In my last post, I mentioned that our district has embarked upon several new curricular paths this year. Those changes include a new math curriculum. I’m co-teaching math in a third grade classroom, and my biggest challenge is pacing. The minutes march by at an alarming speed while I struggle to teach all the pieces of a coherent lesson. Feel familiar? The first thing I needed to do was step back, reflect, and breathe . . .
This curriculum isn’t just new for students, it’s also new to us as teachers. And no matter how much time I spend reviewing the lesson and prepping materials, there is no substitute for experience. As the weeks roll along, I’m becoming more comfortable with lesson components, vocabulary, and tasks. This familiarity is beginning to express itself in smoother lesson delivery. This, in turn, is beginning to help improve pacing.

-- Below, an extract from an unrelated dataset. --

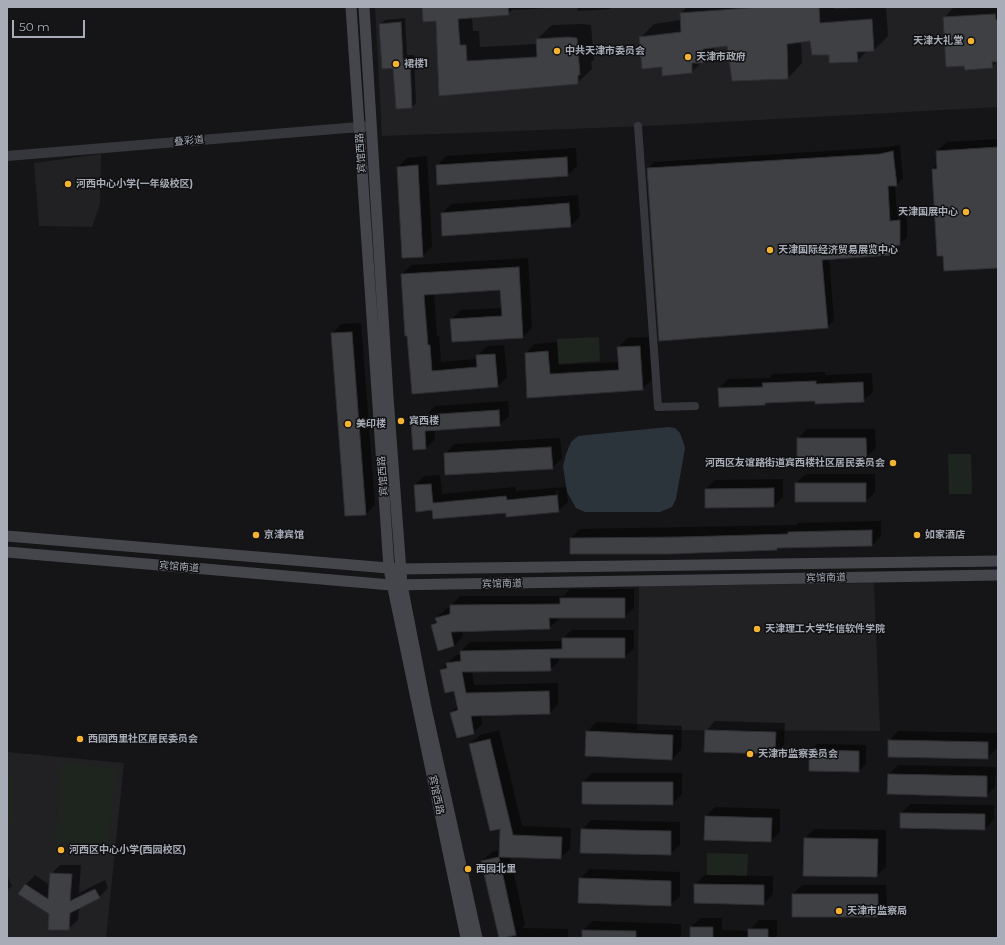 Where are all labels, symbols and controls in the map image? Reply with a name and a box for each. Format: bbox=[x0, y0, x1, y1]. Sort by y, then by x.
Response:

Another tool my co-teacher and I are using to improve our pacing is a timer. We set a timer for each lesson component. After several weeks of use, the timer still usually goes off before we’ve finished with the lesson segment, but it’s helped us reflect upon which parts of the lesson are proving most problematic. Our pacing is improving, and are now more aware of where we’re getting hung up, and how to make adjustments when time is running out. I’m beginning to mark the problems & discussion points that are essential, and those to include if time is on our side. The timer hasn’t proven itself to be a distraction for students, either. In fact, they’ve seemed quite interested in the fact that teachers have to work to learn & improve, too.
Learning with and from my fellow teachers has been an invaluable resource. There has been much math talk & collegial support in our school hallways, the lunch room, and at the copier. We’ve shared challenges, successes and helpful tips. Everyone benefits when we share in this way. It lifts the level of our teaching, and, therefore, the level of learning for our students.
My lesson pacing still isn’t where I’d like it to be. But it’s better than it was a few weeks ago. My teaching partner & I are making incremental progress toward consistently delivering smooth, effective, well-paced lessons to our students. By continuing to engage in reflective teaching practices, we will reach our goal.